* [TRY IT]:
Scan the listing for the word "symbols", and copy out each line where it is found.

* [SUPPLIED RECORDS]:
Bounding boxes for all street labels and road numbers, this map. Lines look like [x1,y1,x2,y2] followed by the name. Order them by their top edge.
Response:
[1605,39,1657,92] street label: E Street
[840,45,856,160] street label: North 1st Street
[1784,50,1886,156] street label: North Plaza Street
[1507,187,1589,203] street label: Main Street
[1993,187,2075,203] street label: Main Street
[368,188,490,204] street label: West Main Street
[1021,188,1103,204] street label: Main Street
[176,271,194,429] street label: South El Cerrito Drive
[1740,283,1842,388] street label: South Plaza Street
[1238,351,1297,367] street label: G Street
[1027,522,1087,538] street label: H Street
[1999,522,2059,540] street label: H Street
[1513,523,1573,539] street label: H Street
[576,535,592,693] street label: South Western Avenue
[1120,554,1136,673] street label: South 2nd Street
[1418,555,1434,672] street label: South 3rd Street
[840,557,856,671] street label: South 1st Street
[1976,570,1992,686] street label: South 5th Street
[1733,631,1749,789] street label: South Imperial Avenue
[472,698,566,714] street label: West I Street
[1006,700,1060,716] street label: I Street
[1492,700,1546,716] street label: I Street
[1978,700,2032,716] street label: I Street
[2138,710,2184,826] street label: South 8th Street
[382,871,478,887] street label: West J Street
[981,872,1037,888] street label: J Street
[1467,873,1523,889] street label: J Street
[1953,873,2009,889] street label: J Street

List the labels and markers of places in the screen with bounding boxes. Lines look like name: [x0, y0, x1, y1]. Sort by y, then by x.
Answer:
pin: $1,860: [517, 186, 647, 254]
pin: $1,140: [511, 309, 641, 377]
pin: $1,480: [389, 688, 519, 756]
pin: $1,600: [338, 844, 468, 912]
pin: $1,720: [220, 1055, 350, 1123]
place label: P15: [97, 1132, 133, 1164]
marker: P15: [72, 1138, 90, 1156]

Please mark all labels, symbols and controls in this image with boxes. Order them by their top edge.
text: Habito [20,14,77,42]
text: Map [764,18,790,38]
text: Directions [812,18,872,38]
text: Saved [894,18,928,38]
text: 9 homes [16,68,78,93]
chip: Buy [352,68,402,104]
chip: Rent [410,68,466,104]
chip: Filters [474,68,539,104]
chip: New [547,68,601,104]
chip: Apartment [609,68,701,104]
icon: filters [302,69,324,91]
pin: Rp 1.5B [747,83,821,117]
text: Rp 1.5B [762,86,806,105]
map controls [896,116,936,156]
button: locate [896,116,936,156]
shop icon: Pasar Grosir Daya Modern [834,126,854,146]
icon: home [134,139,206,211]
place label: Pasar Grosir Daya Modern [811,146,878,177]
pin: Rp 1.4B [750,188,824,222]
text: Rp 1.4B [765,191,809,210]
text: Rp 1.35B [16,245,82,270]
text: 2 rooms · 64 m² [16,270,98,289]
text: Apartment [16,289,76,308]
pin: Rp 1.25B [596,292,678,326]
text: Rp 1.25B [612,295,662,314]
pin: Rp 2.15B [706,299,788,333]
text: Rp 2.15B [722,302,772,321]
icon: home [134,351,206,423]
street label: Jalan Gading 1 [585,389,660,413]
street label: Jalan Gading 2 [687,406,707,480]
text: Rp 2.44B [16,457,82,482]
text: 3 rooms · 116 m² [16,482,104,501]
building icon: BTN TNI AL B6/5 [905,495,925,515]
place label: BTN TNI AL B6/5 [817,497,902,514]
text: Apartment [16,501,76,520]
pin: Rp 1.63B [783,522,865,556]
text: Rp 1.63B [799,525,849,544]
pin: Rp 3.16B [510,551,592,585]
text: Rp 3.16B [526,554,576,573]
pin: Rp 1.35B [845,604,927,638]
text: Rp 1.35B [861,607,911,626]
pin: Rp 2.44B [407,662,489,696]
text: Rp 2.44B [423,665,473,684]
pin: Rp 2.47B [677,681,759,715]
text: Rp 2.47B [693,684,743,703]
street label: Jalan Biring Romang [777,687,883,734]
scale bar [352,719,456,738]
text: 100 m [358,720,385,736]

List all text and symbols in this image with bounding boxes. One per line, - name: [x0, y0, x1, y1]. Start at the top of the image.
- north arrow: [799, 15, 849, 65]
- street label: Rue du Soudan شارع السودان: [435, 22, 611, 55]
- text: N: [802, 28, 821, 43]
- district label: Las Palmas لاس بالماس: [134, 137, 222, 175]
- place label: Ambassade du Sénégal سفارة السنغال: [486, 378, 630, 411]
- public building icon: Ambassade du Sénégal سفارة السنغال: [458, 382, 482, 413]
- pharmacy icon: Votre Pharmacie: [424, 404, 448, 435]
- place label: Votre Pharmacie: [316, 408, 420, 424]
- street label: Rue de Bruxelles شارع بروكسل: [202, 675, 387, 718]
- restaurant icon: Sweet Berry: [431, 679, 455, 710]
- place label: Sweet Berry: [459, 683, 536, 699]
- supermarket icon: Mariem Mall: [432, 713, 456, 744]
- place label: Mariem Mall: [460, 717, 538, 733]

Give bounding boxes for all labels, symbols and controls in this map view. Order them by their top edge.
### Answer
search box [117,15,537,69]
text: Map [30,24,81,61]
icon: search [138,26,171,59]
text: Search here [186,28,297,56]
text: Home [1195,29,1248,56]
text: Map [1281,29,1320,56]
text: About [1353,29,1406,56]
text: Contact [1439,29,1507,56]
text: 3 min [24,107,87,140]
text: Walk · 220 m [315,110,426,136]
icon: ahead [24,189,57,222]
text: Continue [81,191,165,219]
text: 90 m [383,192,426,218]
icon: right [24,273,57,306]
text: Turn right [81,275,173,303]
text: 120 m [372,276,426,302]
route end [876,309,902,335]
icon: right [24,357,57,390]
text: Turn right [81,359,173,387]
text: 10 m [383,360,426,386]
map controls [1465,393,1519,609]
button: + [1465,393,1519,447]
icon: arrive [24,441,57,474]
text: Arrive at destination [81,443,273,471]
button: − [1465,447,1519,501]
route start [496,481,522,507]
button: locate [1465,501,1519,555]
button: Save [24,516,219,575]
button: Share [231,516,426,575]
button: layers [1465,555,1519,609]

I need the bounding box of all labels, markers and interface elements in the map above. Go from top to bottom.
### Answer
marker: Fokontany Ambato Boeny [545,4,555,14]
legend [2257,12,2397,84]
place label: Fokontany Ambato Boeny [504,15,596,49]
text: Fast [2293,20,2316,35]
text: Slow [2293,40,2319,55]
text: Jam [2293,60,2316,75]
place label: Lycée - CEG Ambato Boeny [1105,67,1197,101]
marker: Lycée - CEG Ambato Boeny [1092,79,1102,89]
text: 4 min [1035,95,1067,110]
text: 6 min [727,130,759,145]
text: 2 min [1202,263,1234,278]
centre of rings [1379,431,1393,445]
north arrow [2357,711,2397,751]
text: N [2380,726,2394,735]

* [EXERCISE SOLUTION]:
Please mark all labels, symbols and controls in this image with boxes. Order them by their top edge.
List all text and symbols in this image with bounding boxes. One per line, - name: [x0, y0, x1, y1]. Start at the top of the image.
Give bounding boxes for all labels, symbols and controls in this map view. Order them by their top edge.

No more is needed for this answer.